Activity = Your answer should contain only the lines from the top of the data below down through the one with "translate:-100% -50%; text-align:right", transcribed exactly and without pictures; please include nothing more.

Input material =
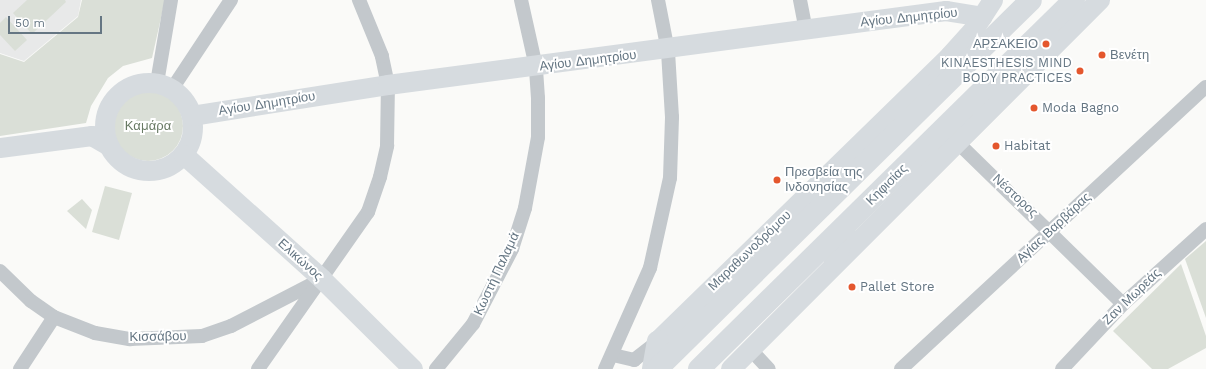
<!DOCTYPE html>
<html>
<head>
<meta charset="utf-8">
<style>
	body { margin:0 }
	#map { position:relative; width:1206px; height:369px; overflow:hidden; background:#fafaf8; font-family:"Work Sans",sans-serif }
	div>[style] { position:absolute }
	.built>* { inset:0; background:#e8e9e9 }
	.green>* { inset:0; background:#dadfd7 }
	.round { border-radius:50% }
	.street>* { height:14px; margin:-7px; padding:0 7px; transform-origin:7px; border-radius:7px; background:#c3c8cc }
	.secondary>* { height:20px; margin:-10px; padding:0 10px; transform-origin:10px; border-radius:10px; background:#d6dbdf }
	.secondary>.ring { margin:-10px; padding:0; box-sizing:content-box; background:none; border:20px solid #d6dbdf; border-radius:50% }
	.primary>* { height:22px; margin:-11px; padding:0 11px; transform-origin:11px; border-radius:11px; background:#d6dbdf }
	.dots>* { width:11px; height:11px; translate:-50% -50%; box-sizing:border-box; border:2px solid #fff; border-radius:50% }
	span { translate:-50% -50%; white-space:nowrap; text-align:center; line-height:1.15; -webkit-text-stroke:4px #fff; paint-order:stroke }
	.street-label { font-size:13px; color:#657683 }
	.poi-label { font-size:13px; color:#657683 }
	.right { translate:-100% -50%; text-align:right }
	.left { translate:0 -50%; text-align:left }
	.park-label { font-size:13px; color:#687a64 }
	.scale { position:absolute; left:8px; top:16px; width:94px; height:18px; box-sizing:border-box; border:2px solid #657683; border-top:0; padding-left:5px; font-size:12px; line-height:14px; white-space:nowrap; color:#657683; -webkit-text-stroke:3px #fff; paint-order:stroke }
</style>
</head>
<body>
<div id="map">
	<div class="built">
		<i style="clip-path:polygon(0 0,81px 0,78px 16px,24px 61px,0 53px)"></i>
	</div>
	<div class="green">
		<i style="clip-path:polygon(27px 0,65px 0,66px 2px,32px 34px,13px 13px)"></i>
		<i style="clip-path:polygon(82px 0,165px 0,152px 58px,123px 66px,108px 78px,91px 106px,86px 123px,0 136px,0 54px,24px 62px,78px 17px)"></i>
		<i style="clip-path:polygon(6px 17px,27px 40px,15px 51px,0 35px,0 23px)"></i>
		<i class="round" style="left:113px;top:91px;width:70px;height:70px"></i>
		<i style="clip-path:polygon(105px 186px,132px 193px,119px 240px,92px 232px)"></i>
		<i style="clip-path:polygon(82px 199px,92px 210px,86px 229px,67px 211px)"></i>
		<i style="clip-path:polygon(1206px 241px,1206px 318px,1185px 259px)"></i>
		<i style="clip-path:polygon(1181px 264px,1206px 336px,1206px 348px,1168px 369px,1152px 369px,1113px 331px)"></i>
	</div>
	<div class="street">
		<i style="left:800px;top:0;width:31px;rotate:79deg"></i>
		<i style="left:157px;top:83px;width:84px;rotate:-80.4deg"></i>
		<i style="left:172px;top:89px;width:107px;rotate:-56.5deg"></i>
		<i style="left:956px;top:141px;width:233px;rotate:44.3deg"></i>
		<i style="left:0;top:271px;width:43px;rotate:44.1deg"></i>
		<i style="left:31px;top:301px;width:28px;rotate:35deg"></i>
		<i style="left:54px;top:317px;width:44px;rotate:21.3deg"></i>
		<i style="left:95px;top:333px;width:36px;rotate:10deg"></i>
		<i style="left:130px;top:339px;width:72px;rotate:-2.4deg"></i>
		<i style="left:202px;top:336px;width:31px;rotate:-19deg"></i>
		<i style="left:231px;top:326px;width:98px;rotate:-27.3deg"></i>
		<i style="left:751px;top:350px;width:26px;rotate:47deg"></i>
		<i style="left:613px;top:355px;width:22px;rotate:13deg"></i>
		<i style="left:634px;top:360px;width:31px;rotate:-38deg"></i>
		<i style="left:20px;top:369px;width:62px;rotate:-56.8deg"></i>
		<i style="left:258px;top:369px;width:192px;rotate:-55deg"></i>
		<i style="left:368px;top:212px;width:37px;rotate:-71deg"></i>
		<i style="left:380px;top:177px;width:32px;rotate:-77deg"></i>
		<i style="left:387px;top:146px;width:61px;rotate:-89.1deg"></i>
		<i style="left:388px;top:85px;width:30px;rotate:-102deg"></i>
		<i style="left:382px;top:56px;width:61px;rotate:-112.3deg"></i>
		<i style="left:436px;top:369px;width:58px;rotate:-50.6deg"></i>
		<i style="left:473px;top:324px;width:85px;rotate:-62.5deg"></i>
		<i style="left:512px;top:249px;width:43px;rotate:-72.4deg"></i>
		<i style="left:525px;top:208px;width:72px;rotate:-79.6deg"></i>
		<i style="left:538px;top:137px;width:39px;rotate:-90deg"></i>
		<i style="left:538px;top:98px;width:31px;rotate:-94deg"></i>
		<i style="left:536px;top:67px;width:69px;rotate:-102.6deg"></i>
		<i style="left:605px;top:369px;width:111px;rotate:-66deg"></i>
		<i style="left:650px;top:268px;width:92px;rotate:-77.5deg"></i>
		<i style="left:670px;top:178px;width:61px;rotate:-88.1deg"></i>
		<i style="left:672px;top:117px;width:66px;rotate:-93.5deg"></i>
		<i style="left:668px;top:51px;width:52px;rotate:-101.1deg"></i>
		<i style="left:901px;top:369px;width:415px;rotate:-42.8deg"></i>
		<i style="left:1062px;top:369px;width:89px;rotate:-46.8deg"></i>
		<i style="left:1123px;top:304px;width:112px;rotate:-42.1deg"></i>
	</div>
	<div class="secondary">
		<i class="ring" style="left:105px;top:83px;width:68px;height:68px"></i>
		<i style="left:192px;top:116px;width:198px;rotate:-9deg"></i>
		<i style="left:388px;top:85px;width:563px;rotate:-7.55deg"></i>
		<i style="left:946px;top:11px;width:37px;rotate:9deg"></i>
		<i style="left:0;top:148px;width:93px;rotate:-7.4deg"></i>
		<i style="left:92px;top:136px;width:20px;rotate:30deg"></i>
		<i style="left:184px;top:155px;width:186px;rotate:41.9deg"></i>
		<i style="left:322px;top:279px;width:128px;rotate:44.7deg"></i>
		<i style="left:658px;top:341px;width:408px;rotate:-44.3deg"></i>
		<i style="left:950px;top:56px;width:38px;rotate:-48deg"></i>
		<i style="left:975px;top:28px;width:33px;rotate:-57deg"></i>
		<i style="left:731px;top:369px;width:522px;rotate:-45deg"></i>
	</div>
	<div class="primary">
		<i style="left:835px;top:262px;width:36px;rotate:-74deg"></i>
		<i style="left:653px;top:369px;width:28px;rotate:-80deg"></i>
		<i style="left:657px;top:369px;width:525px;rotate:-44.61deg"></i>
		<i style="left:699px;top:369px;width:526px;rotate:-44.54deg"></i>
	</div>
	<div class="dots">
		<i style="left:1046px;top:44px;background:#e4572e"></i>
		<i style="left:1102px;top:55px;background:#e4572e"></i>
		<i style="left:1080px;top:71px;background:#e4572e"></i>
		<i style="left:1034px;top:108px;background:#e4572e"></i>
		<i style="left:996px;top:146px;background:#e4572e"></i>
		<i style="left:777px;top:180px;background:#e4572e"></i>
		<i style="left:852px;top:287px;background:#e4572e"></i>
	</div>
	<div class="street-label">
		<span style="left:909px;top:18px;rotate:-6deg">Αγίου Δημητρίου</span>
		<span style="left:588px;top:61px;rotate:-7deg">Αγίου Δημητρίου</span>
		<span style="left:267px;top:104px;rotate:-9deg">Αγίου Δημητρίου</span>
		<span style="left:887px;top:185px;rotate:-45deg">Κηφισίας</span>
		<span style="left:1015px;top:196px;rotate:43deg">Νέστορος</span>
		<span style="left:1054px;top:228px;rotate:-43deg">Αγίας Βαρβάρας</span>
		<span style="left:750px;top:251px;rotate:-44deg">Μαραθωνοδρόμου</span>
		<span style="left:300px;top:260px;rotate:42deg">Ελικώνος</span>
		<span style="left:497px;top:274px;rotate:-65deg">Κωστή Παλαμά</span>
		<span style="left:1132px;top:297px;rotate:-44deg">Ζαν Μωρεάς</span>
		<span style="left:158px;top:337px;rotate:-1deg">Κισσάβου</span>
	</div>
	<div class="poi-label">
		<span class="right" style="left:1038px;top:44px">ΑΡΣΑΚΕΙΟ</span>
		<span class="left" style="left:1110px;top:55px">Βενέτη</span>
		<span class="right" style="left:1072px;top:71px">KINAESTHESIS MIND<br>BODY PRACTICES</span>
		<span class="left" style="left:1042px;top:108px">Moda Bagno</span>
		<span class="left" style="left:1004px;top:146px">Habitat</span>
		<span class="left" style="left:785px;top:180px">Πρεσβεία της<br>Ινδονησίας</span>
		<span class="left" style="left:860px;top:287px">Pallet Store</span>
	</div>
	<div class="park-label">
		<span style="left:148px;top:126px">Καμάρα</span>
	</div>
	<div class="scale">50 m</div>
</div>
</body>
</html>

Your solution =
<!DOCTYPE html>
<html>
<head>
<meta charset="utf-8">
<style>
	body { margin:0 }
	#map { position:relative; width:1206px; height:369px; overflow:hidden; background:#fafaf8; font-family:"Work Sans",sans-serif }
	div>[style] { position:absolute }
	.built>* { inset:0; background:#e8e9e9 }
	.green>* { inset:0; background:#dadfd7 }
	.round { border-radius:50% }
	.street>* { height:14px; margin:-7px; padding:0 7px; transform-origin:7px; border-radius:7px; background:#c3c8cc }
	.secondary>* { height:20px; margin:-10px; padding:0 10px; transform-origin:10px; border-radius:10px; background:#d6dbdf }
	.secondary>.ring { margin:-10px; padding:0; box-sizing:content-box; background:none; border:20px solid #d6dbdf; border-radius:50% }
	.primary>* { height:22px; margin:-11px; padding:0 11px; transform-origin:11px; border-radius:11px; background:#d6dbdf }
	.dots>* { width:11px; height:11px; translate:-50% -50%; box-sizing:border-box; border:2px solid #fff; border-radius:50% }
	span { translate:-50% -50%; white-space:nowrap; text-align:center; line-height:1.15; -webkit-text-stroke:4px #fff; paint-order:stroke }
	.street-label { font-size:13px; color:#657683 }
	.poi-label { font-size:13px; color:#657683 }
	.right { translate:-100% -50%; text-align:right }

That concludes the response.